Administration's Response to Teacher's Facebook Posting Extremely Troubling

Carrie Schmelkin : Gossip from the Hallways
Carrie Schmelkin
Web Editor, TMC

Administration's Response to Teacher's Facebook Posting Extremely Troubling

What started as an innocent joke between two co-workers on Facebook has resulted in the loss of two teaching jobs and the murmurs of others asking “Is nothing we do on social networking sites safe?”

In past weeks, headlines have dominated the news feeds proclaiming that prospective employees are being forced to log in to their Facebook accounts during job interviews, that kids are being expelled for using expletives on social media accounts after school and in the privacy of their own homes, and that social media monitoring is taking on a whole new life in the schools.

Case in point: Kimberly Hester, a grade school teacher’s aide in Michigan, became the latest victim of this hyper monitoring after a parent saw an image displayed on Hester’s Facebook page that did not sit well with the individual and reported it to Frank Squires Elementary where Hester was employed, prompting the investigation.
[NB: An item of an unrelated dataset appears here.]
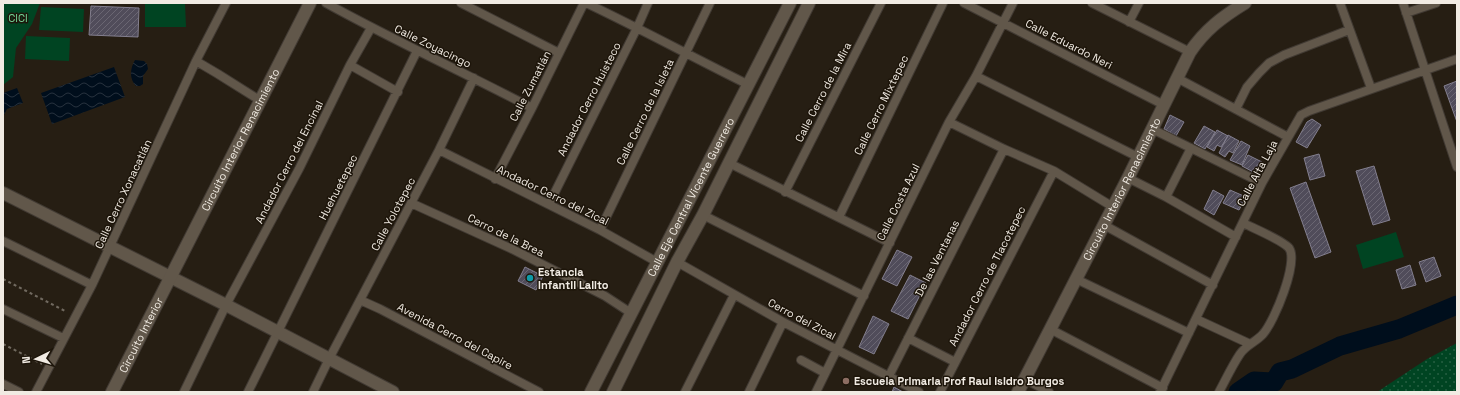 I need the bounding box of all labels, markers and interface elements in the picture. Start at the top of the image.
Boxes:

So what was kind of picture was deemed so inappropriate that it warranted an investigation?

According to reports, Hester posted a picture that her co-worker had sent her earlier in 2011 that displayed the co-worker with her pants around her ankles with the message “thinking of you.” While the image was far from pornographic in nature, as the picture only displayed the pants, part of the coworker’s legs and the tips of her shoes, a parent thought otherwise.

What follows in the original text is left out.